Date: Tue, 9 Nov 1999 10:56:00 -0500
We are used to associate with computers concepts like 'new' or 'revolution.' We tend to believe that we live in times of unprecedented change, driven by technology; that old knowledge is obsolete, old thinking is bad. But this obsessive concern with the now and the next ten minutes, limits the attention to the surface while underneath it, the currents might flow in a somewhat different direction.
Joseph Weizenbaum, in a book on the social impact of computers written nearly 25 years ago, described computers as a fundamentally conservative technology. This still seems apt in many ways. After all, is there really so much difference between Walmart and amazon.com?

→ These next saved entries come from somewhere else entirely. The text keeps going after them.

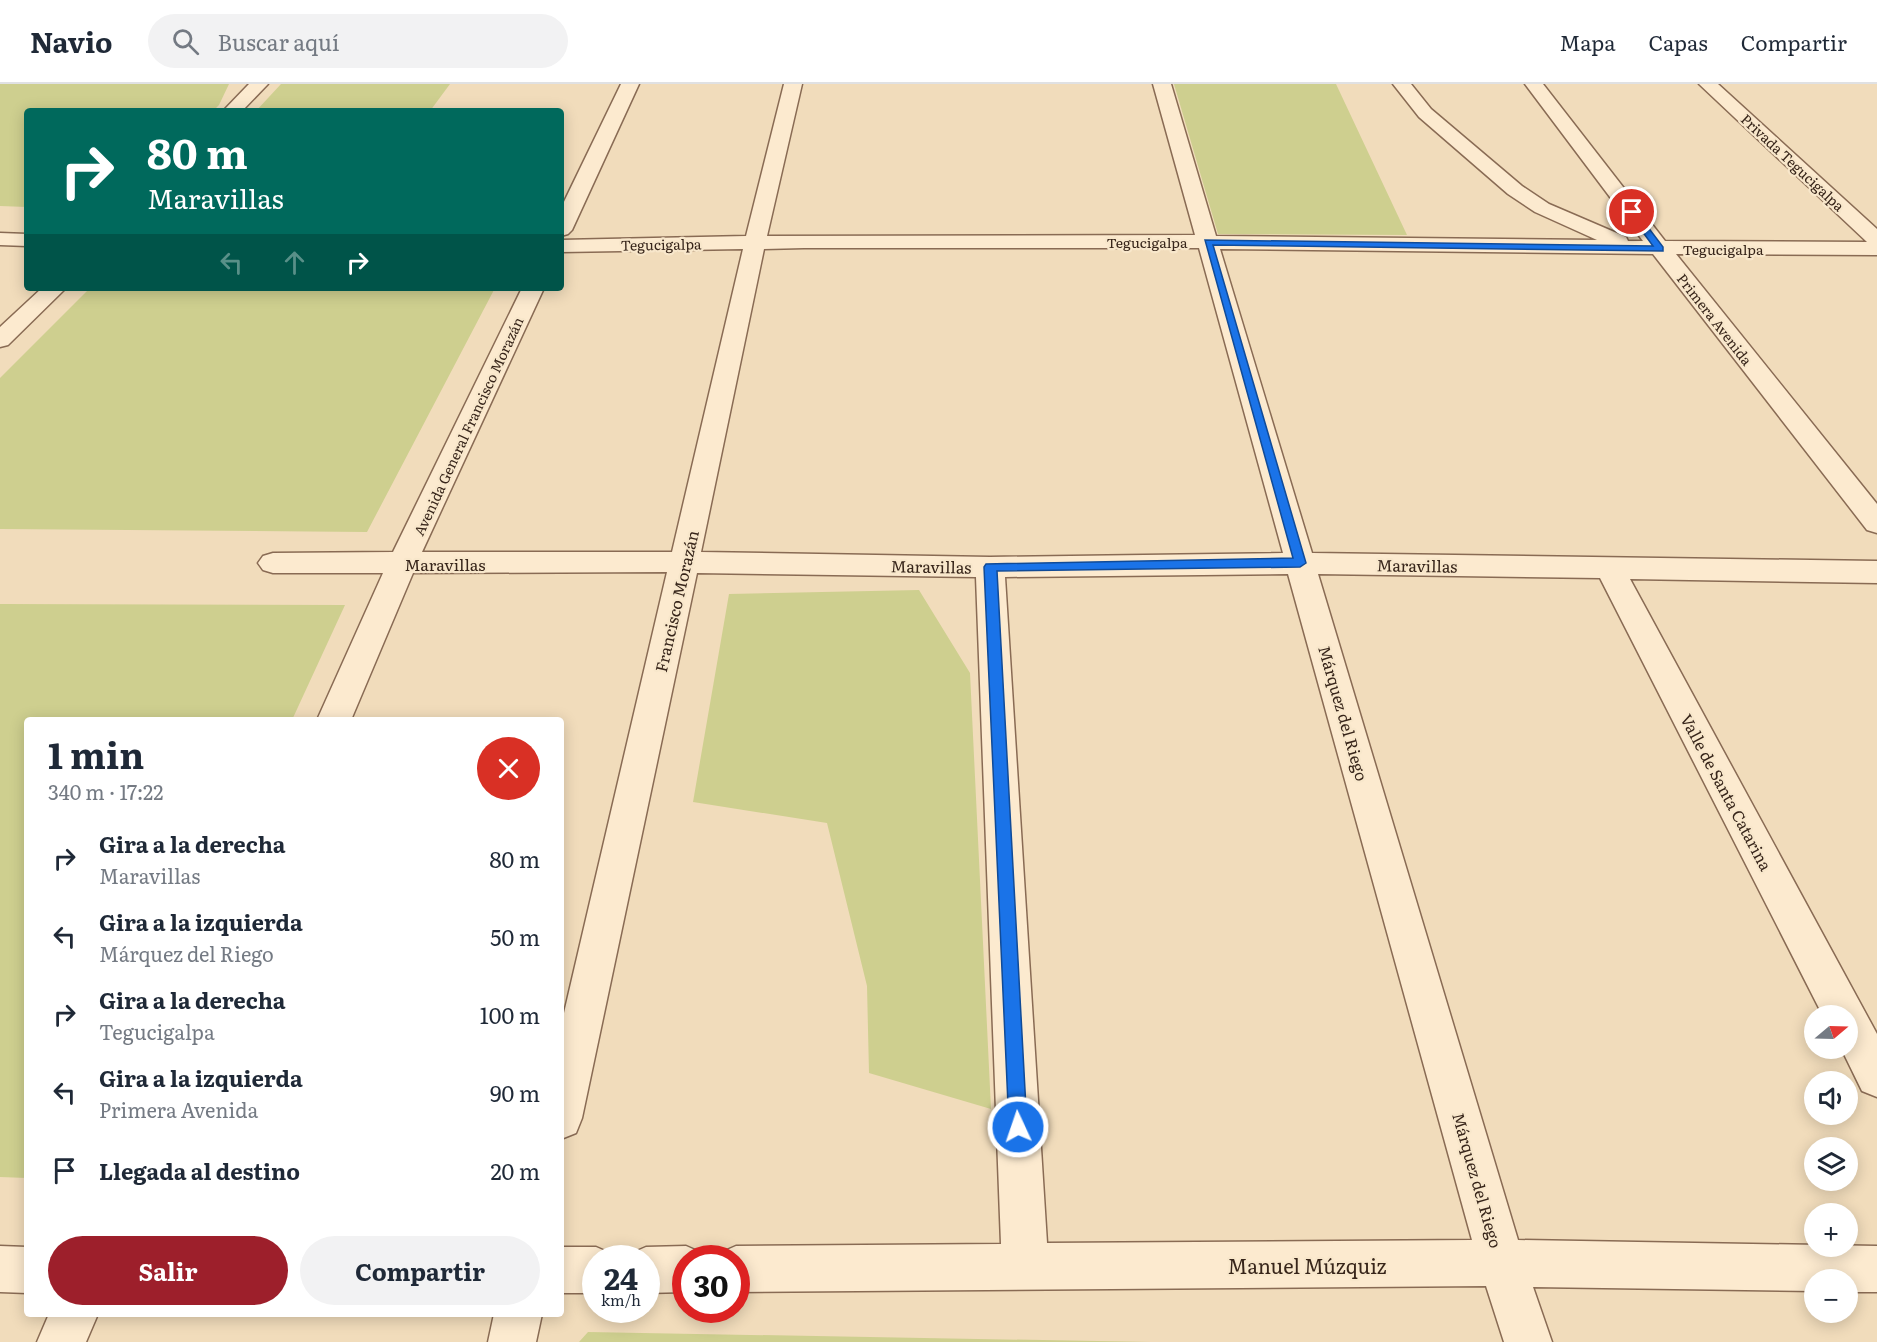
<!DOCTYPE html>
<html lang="es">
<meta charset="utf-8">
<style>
:root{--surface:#fff;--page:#f2f2f3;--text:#1f2937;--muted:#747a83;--line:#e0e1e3;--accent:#9d1f2b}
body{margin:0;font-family:Literata,serif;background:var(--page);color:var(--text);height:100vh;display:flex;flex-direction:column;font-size:22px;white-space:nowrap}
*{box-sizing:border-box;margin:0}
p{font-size:20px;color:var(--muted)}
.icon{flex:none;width:33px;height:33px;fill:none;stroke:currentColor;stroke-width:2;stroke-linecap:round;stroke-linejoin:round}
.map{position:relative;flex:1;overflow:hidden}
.sheet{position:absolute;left:24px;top:633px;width:540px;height:600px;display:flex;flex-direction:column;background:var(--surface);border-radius:6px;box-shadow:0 3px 15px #0003}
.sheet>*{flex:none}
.guide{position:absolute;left:24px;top:24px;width:540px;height:183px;border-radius:6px;box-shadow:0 3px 15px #0003;background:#00695c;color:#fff;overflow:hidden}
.needle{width:39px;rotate:71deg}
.tools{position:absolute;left:1804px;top:921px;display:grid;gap:12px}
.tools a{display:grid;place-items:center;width:54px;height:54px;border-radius:50%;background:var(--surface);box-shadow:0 3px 15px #0003;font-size:30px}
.speed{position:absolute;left:582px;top:1161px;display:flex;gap:12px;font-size:30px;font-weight:700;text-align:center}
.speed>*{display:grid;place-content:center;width:78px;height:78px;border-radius:50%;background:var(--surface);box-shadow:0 3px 15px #0003;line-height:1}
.speed small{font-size:15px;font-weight:400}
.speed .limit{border:9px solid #d22;background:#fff;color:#111}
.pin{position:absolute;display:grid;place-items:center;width:51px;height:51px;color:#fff;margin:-26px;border:3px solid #fff;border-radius:50%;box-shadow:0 2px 6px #0007}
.me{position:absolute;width:66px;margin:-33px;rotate:357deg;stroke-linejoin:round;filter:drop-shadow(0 0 4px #0008)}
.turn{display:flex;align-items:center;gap:21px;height:126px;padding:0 24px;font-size:27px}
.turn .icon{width:78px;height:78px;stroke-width:2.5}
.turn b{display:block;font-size:42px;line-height:51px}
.lanes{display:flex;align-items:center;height:57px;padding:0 24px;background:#0003;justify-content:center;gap:30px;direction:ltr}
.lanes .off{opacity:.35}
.round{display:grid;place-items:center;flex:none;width:63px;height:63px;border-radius:32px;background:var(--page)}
.overview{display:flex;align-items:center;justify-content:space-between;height:102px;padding:0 24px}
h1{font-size:36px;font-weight:700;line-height:45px}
.action{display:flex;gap:12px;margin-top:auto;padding:12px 24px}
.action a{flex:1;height:69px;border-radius:36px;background:var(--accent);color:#fff;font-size:24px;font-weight:700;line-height:69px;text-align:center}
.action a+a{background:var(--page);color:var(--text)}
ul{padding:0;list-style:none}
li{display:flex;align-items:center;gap:18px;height:78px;padding:0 24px}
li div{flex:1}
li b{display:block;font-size:22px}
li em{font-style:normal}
header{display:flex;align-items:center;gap:36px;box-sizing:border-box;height:84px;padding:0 30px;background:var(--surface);border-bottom:2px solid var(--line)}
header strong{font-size:28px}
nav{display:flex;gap:33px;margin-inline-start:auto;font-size:21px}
.search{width:420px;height:54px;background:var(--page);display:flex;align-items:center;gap:15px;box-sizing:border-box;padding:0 21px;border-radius:33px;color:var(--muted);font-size:22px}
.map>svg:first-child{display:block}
</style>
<header>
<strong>Navio</strong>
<div class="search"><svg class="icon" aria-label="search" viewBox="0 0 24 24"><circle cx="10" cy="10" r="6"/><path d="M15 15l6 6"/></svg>Buscar aquí</div>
<nav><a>Mapa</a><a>Capas</a><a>Compartir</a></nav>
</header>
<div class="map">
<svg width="1877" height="1258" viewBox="0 0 1877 1258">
<rect width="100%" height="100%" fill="#f1dcbb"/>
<!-- green -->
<path fill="#cecf8f" d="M0,0H229L219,21L213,27H27V123L0,122Z
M281,0H450L430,27H256Z
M1174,0H1336L1407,151L1218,150Z
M90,204H495L367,448L0,445V294Z
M919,506L970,589L991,1025L869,989L867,902L827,739L693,718L729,510Z
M0,520L345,521L292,636H27V1094L0,1093Z
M588,1248L1151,1258H579Z"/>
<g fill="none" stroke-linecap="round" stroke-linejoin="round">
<defs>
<path id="minor" d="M249,0H268L242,27H223Z
M621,0H639L572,146L568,150L561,152V124Z
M784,0H802L767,152L1195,151L1153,0H1171L1216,152L1597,156L1535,128L1508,110L1419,33L1393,0H1411L1431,25L1522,102L1549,120L1626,153L1628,157H1643L1525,0H1543L1665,157L1867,158L1699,0H1718L1877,145V171L1676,170L1877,420V449L1867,446L1653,170L1220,165L1312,469L1877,477V499L1630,495L1877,950V1013L1862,1007L1841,964H1848V932H1823L1600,494L1318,490L1518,1156L1877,1162V1208H1848V1196H1815V1207L1533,1203L1552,1258H1504L1486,1202L736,1208V1174H717L720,1169L736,1162L1001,1160L976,493L697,489L582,1034L576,1049L561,1055V942L667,488L413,489L351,636H317L383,489H273L263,486L258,479L263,472L273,469L393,468L522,204H544L422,468H672L743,165L561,168V156L746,152ZM804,164H1199L1283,469L990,473L701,468L764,165ZM1288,490L1472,1156L1047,1159L1005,493Z
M0,149L27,150V162L0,161Z
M42,204H66L8,261L0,263V243Z
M0,1162L27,1163V1209L0,1208Z
M686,1162L702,1169L705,1174H686V1208L646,1209V1174H627L630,1170L646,1163Z
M561,1163H596L612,1170L615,1174H596V1209H561Z
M49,1230H98L86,1258H37Z
M494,1230H542L536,1258H488Z"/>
</defs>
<!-- minor casing -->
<use href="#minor" stroke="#896b54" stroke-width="3"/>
<!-- minor -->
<use href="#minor" fill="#fceacf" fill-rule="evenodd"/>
</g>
<!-- route -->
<path fill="#1a73e8" stroke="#114b97" stroke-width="1.5" d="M1629,126H1635L1663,163V167L1213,161L1306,479L1300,483L997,487L1027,1043L1025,1049L1018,1052L1012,1049L1009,1043L984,483L986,480L1293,474L1205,156L1653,162L1628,128Z"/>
<g text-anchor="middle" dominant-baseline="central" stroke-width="4.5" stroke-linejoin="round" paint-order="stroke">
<!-- far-street labels -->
<g font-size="14" fill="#37251a" stroke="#f8e7cb">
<text transform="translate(1793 78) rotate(43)">Privada Tegucigalpa</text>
<text x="1147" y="158">Tegucigalpa</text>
<text transform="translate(661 160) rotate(-1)">Tegucigalpa</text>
<text x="1723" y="165">Tegucigalpa</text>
<text transform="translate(1715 235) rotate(52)">Primera Avenida</text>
<text transform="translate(468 342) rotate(-65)">Avenida General Francisco Morazán</text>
</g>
<!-- street labels -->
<g font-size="16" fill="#37251a" stroke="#f8e7cb">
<text x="445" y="480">Maravillas</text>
<text transform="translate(1417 481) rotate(1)">Maravillas</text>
<text transform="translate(931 482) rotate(1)">Maravillas</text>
<text transform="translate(676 517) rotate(-77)">Francisco Morazán</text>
<text transform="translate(1344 629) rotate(74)">Márquez del Riego</text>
<text transform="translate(1727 708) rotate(62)">Valle de Santa Catarina</text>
<text transform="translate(1478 1096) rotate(74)">Márquez del Riego</text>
</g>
<!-- near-street labels -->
<g font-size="20" fill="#37251a" stroke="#f8e7cb">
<text x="1307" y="1181">Manuel Múzquiz</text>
</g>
</g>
</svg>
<div class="tools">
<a><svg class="needle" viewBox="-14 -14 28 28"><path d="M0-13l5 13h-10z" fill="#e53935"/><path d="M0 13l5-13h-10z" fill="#747a83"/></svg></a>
<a><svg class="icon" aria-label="sound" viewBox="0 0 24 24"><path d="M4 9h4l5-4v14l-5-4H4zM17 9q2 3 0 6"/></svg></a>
<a><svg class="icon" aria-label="layers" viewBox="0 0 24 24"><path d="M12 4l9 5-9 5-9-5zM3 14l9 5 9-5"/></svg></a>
<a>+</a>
<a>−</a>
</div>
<div class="speed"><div>24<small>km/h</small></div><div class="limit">30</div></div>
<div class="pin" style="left:1632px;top:128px;background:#d93025"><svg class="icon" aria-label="arrive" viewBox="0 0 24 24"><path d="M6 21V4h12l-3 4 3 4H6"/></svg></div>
<svg class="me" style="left:1018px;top:1043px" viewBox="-20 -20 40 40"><circle r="17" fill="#1a73e8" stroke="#fff" stroke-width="3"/><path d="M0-11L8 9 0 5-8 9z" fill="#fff"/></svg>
<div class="guide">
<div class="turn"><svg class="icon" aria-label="right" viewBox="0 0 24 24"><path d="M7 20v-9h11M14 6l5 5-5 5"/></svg><div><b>80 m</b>Maravillas</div></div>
<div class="lanes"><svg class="icon off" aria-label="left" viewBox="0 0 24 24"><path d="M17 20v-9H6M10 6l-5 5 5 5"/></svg><svg class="icon off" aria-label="ahead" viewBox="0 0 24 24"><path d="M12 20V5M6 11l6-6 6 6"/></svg><svg class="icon" aria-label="right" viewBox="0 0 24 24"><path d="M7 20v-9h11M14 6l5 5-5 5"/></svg></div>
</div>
<section class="sheet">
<div class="overview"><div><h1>1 min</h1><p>340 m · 17:22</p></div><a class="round" style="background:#d93025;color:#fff"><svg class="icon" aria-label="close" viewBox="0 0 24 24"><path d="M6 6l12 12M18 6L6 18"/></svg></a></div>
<ul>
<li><svg class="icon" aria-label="right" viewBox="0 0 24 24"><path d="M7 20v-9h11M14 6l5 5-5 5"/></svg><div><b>Gira a la derecha</b><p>Maravillas</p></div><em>80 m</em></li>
<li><svg class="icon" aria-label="left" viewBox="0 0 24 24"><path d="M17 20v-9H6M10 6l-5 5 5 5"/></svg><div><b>Gira a la izquierda</b><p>Márquez del Riego</p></div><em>50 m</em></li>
<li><svg class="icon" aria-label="right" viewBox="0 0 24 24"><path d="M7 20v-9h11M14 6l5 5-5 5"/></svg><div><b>Gira a la derecha</b><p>Tegucigalpa</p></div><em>100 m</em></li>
<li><svg class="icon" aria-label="left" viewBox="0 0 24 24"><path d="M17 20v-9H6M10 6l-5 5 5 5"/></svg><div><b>Gira a la izquierda</b><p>Primera Avenida</p></div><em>90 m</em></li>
<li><svg class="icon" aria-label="arrive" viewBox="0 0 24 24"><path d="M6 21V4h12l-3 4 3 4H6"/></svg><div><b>Llegada al destino</b></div><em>20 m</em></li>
</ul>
<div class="action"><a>Salir</a><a>Compartir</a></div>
</section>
</div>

"Many of the problems of growth and complexity that pressed insistently and irresistibly during the postwar decades could have served as incentives for political innovation....Yet, the computer did arrive 'just in time.' But in time for what? In time to save--and to save very nearly intact, indeed, to entrench and stabilize--social and political structures that otherwise might have been either radically renovated or allowed to totter under the demands that were sure to be made on them. The computer, then, was used to conserve America's social and political institutions. It buttressed them and immunized them, at least temporarily, against enormous pressure for change. Its influence has been substantially the same in other societies that have allowed the computer to make substantial inroads upon their institutions: Japan and Germany immediately come to mind." (p.31)
Weizenbaum, Joseph (1976). Computer Power and Human Reason: From Judgment to Calculation. San Francisco: W.H. Freeman and Company
Weizenbaum, a MIT computer scientist, is best known for his 1965 development of ELIZA, a computer program that could emulate a psychiatrist in a basic conversation with a patient.